議会にはハノヴェさまもご出席なされていたが、いったいどんな塩梅だったのか、ハノヴェさまに近寄る勇気がわかなくて聞くことができないでいた。他の貴族はもっと近寄りにくそうだったのだ。
窓からぼーっと街を見る。そうしていると、ふわりといい匂いがした。
「どうなされた?」
は、ハノヴェさまから話しかけてきたぞ!?
「いえ、その、あの、議会はどうだったのかなって」
「うむ、市民権制度は旧弊なものである、という意見は以前から諸国で言われていたことで、撤廃に動くのに必要な過半数の賛成を得られた。これから急いでスラムに医師を派遣するそうだ。医師たちが嫌がらなければいいのだが」
お医者さんがスラムに行くことを嫌がったりするのか。嫌な世の中だ。
「ところでジュン殿、騎士にはなれそうか?」
……もしかしてハノヴェさま、あたしが女だって気づいてない?
よくよく記憶を整理すると、子供ではないとは言ったものの、ハノヴェさまの前で女であると言った覚えはない。

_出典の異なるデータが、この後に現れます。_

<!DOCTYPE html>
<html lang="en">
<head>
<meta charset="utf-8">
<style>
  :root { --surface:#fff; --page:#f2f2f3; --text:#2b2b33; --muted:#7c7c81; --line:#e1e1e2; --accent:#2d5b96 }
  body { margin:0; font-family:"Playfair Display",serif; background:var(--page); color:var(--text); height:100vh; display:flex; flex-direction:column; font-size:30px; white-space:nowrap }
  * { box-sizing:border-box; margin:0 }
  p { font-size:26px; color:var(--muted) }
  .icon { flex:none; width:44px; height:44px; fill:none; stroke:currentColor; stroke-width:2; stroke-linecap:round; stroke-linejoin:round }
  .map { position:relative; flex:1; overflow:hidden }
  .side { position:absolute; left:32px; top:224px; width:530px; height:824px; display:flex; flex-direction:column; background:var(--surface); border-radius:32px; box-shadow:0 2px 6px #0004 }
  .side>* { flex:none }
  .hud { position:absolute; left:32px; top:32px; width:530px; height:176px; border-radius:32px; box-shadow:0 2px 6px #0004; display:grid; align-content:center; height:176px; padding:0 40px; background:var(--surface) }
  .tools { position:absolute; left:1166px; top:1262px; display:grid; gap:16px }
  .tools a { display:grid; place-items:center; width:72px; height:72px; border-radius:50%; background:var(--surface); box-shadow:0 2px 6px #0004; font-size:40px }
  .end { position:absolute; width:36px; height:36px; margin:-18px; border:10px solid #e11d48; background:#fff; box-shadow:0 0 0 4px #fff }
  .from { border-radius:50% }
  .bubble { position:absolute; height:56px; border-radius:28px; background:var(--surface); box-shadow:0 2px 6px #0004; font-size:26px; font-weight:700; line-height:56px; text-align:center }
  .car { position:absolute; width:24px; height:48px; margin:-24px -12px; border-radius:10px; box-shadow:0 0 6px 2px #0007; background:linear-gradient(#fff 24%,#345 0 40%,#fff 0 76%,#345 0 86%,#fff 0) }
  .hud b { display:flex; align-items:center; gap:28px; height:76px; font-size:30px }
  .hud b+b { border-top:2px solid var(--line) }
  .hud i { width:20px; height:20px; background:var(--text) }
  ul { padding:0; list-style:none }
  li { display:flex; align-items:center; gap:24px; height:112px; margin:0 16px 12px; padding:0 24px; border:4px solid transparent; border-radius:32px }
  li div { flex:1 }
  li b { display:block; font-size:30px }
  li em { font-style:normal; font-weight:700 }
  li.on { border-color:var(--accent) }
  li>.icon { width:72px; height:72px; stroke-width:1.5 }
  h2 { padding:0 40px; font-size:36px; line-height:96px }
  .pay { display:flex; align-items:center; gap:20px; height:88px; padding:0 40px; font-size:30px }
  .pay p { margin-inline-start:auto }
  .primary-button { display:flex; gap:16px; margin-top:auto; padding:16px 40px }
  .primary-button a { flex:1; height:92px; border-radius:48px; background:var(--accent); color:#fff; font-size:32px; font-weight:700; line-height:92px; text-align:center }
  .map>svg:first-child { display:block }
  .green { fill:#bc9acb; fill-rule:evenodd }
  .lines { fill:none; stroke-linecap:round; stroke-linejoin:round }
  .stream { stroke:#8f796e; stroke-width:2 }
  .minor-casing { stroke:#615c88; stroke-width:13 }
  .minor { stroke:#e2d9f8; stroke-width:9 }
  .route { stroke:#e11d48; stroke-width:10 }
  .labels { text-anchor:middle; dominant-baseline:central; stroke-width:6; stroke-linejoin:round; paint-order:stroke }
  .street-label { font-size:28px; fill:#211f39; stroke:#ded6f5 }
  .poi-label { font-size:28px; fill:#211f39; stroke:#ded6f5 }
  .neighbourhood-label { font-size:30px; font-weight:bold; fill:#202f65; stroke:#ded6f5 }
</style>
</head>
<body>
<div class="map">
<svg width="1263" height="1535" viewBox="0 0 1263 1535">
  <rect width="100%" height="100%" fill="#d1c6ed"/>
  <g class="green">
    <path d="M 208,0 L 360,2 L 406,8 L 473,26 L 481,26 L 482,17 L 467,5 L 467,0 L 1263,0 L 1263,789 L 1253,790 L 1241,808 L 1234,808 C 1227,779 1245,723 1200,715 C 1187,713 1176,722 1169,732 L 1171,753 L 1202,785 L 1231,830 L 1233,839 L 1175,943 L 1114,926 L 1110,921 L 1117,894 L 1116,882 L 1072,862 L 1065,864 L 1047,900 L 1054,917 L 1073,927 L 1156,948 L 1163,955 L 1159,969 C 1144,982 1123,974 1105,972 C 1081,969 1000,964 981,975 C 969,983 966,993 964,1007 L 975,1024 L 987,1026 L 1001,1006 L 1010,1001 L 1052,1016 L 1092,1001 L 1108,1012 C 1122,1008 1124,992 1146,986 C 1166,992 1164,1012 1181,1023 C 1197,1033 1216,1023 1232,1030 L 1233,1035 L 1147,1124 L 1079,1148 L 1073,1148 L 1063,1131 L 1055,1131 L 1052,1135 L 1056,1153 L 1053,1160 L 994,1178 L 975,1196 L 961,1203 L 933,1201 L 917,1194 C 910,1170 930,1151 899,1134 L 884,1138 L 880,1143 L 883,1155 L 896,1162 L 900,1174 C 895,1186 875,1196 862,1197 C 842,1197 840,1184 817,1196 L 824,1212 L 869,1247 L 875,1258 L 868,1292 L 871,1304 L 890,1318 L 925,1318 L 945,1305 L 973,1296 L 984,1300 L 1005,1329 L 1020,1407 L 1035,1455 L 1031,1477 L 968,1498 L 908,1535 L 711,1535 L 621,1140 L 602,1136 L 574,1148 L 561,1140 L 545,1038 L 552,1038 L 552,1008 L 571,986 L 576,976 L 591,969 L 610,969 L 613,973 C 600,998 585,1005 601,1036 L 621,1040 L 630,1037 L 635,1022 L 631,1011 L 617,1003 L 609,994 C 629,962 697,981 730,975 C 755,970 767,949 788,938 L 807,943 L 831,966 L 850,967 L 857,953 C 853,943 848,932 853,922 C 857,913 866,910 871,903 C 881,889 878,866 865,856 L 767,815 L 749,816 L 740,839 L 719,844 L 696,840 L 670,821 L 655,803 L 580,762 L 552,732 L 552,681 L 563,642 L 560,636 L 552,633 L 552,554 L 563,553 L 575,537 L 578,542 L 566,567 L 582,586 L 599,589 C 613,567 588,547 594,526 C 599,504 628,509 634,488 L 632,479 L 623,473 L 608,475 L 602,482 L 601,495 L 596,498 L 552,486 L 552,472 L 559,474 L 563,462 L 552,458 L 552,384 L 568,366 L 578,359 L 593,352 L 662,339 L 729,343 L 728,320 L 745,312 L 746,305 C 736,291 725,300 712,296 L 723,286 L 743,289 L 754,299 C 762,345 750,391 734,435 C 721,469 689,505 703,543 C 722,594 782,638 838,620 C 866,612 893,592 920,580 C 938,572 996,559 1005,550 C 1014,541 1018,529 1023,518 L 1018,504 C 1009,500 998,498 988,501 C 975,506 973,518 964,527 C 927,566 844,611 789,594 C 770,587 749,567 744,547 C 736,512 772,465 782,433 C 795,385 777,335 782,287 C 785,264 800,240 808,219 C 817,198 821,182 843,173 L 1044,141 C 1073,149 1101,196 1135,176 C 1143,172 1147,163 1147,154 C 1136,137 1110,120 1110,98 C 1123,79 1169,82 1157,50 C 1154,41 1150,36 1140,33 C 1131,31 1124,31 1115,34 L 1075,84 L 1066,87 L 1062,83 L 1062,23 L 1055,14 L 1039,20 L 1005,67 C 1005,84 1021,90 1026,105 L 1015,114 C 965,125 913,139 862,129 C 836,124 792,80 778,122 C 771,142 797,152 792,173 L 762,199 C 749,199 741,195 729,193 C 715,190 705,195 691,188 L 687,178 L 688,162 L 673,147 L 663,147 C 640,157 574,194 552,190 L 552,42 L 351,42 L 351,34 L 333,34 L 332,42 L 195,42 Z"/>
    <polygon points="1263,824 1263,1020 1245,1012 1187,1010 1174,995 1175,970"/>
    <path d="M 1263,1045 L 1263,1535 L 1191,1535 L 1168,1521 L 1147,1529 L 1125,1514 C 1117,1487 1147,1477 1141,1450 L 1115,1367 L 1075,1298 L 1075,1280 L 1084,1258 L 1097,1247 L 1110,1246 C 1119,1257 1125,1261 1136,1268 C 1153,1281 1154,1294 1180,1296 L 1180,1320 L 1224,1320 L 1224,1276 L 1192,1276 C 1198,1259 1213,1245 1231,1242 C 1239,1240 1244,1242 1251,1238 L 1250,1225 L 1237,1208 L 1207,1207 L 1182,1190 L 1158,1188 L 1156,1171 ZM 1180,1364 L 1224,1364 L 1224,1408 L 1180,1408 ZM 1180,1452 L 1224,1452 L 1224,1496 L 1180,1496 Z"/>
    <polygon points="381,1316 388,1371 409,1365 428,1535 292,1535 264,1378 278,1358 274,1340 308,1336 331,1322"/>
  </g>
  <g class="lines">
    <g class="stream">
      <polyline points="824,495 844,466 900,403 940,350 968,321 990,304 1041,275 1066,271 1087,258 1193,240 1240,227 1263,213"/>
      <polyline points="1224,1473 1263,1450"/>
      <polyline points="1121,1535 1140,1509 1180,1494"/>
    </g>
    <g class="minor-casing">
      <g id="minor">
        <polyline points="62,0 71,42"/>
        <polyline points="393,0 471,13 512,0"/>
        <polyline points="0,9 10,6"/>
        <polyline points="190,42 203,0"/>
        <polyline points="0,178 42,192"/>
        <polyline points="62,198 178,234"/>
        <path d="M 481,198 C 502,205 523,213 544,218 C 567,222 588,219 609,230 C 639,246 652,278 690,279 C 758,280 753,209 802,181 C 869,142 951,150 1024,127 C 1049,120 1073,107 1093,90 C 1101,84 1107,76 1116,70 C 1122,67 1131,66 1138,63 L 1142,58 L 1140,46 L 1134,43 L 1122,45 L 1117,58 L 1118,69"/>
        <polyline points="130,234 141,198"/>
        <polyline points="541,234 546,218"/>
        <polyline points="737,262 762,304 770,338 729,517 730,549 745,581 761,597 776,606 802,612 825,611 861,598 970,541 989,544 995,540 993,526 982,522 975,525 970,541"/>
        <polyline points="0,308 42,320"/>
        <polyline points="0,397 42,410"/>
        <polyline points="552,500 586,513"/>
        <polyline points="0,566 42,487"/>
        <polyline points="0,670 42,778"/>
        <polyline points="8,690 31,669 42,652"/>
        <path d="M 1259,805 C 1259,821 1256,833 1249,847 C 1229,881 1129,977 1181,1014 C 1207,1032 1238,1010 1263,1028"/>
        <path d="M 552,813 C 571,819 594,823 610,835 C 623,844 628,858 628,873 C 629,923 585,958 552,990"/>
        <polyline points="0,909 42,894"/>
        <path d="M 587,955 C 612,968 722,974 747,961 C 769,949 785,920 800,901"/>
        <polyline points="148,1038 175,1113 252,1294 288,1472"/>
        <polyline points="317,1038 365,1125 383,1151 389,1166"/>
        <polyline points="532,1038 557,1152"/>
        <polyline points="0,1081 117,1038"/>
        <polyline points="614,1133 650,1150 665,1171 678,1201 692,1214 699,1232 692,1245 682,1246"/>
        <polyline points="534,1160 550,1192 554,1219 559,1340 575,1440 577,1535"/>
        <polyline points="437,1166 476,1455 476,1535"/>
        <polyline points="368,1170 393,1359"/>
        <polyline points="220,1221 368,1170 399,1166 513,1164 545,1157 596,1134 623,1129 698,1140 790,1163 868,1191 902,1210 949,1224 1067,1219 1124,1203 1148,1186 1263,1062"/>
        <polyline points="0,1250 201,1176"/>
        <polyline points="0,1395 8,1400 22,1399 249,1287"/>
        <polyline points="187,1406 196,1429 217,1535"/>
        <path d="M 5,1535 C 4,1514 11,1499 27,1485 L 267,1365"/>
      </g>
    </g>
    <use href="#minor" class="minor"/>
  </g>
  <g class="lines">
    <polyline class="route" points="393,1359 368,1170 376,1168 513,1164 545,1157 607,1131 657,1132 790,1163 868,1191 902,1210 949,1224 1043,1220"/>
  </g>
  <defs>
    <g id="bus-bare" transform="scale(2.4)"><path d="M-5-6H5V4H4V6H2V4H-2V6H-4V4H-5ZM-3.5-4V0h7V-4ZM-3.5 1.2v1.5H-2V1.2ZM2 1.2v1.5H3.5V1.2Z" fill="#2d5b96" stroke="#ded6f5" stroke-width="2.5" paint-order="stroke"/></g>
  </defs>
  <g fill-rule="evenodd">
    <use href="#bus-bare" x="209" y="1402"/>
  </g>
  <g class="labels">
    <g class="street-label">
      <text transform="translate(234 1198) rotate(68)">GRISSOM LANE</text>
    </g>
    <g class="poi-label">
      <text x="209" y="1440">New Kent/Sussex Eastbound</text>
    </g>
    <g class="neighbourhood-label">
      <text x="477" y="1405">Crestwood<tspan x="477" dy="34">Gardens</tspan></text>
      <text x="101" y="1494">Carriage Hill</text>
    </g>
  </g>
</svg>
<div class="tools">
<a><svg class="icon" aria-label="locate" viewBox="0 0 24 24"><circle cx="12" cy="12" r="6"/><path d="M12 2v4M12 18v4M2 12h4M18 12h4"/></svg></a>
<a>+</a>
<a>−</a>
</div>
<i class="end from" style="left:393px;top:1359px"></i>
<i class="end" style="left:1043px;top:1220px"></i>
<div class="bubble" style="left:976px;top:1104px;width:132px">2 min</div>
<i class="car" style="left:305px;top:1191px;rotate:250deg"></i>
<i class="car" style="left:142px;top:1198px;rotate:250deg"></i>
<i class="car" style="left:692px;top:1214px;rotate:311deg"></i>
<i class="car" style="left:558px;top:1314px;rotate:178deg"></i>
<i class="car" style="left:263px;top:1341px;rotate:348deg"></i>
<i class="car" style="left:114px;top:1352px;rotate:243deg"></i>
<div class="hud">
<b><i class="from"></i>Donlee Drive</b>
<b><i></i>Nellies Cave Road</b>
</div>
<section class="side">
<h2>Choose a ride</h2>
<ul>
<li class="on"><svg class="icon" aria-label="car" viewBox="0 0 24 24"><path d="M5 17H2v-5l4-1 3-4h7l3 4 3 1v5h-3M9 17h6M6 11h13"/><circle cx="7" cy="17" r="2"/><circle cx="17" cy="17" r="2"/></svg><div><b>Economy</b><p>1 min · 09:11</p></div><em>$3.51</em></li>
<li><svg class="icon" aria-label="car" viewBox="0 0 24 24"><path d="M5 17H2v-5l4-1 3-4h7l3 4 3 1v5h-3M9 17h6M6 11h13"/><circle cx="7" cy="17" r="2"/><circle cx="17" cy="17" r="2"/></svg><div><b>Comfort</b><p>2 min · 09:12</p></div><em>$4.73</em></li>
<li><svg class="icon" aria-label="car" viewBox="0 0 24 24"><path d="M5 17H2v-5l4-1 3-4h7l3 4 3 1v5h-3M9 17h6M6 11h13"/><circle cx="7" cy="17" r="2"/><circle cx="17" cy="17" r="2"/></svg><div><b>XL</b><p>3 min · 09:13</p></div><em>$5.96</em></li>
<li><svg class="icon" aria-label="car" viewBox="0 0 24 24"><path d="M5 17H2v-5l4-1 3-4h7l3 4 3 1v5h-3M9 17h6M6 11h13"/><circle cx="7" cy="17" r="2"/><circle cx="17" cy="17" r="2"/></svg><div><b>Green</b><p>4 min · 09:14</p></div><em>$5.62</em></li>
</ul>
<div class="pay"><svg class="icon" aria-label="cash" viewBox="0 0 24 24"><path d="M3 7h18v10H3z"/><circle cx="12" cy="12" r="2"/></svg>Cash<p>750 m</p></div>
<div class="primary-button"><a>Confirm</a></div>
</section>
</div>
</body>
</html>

もしメイドたちが黙っていたなら、男だと思われている可能性もないわけじゃないぞ。
「いやあ、試験で落とされちゃって。再挑戦するつもりです」
そう答えてヘラヘラ笑っているが、心中は完全なるぐるぐる状態であった。
もしハノヴェさまがあたしを男だと思っていたなら、……何らかの可能性があるのでは?
いやなんの可能性か分かんないけど。可能性ってなんだ。なんなんだ。
「騎士団の入団試験は何度でも挑戦できるそうだから、鍛えて挑まれるとよい」
「ありがとうございます」
ハノヴェさまは廊下の向こうで人に呼ばれて、そっちに行ってしまった。
ごくりんちょ、とつばを飲む。
台所に向かい、なにやら漬物を漬けているメイド長に話を聞く。あたしが女であることは公然となっているのか? と。
「いえ? ジュンさまが女性であらせられることは、伯爵閣下やハノヴェさまには申し上げておりませんよ」
ナイスメイド長!!!!
「それよりジュンさま、キノン殿との待ち合わせ、すっぽかしてしまったのではないですか?」
……あ。
というわけで大急ぎで犬神像前に向かう。もちろんキノンの姿はない。
やっちまったなあ……。
そう思っていると向こうからキノンが現れた。やべ。思わず隠れる場所をさがすが、そんなもんない。
「ジュン! ずいぶん遅いじゃないか。毎日来て待ってたんだぞ」
「ごごごごごめん、キノン! 伯爵さまに意見を言ったらなんだかそれで忙しくなっちゃって」
「……もしかして、スラムに医者をよこすように言ってくれたの、ジュンなのか?」
「え……いや、まあ、そうだけど……」
キノンはあたしの手を握りしめた。
「ありがとう! おかげで隣の家の人たちが助かったんだよ!」
怒られるどころか感謝されてしまった。キノンと歩きながら、話をすることにした。